**Material for the task**.

+++

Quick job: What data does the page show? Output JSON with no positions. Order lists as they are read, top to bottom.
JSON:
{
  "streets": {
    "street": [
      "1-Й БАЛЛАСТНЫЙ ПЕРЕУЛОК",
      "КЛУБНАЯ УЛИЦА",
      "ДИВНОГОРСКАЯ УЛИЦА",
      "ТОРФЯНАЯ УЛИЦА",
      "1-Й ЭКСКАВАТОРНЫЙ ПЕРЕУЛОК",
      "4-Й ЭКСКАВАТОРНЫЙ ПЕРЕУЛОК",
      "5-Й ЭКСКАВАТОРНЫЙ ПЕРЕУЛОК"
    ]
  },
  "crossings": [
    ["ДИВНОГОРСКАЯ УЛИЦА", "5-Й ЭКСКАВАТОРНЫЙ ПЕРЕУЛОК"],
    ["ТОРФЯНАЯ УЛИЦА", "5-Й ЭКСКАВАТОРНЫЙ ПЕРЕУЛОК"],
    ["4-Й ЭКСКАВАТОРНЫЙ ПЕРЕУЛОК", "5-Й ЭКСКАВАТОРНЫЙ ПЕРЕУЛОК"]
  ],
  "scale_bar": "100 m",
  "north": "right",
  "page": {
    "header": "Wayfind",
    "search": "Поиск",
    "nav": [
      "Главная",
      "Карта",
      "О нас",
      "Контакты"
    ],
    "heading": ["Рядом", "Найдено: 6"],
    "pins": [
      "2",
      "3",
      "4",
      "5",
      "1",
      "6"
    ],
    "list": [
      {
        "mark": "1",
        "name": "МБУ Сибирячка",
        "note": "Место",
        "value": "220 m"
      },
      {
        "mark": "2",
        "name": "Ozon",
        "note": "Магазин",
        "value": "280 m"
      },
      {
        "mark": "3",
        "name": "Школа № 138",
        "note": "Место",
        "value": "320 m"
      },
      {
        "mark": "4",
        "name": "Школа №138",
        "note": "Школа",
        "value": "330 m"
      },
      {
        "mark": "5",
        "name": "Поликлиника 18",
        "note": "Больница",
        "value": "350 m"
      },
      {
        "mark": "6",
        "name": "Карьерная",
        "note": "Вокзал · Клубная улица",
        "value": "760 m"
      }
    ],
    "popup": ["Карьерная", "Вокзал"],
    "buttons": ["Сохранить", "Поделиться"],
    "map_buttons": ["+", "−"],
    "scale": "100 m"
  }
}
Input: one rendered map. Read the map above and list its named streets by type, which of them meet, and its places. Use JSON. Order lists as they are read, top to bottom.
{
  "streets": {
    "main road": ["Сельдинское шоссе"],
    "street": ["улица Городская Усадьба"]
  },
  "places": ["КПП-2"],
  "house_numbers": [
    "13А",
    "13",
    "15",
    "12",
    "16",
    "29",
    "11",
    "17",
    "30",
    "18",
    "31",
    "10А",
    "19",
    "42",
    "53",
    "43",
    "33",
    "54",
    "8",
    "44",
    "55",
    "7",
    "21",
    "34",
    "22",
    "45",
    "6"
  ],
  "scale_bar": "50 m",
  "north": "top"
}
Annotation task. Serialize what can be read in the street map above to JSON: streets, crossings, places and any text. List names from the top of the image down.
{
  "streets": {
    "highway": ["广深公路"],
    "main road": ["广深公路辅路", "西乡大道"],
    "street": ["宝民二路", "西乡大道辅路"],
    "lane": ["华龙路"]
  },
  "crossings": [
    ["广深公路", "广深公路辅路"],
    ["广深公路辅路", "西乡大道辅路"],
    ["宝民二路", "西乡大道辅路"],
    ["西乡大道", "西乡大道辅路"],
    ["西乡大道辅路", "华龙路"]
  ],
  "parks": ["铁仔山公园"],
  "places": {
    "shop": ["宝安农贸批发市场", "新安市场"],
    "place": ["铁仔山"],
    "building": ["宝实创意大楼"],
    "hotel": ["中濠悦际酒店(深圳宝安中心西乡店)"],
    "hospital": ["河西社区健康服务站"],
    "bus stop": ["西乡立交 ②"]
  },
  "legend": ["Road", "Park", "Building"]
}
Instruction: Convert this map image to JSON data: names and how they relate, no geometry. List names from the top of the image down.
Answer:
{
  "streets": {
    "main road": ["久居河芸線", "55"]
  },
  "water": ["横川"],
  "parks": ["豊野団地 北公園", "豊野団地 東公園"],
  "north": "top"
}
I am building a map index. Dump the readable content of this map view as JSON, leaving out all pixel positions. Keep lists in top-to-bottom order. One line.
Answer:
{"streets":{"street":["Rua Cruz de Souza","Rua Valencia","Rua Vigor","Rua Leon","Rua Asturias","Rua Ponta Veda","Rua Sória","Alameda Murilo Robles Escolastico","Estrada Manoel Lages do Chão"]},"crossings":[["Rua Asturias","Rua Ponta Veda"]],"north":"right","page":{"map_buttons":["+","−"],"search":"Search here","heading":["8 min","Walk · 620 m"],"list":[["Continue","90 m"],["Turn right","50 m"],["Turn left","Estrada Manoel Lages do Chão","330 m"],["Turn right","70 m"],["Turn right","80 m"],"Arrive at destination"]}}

+++

**What to work on**. Going through the entries above, show each line that contains "this".

**Answer box**.
Instruction: Convert this map image to JSON data: names and how they relate, no geometry. List names from the top of the image down.
I am building a map index. Dump the readable content of this map view as JSON, leaving out all pixel positions. Keep lists in top-to-bottom order. One line.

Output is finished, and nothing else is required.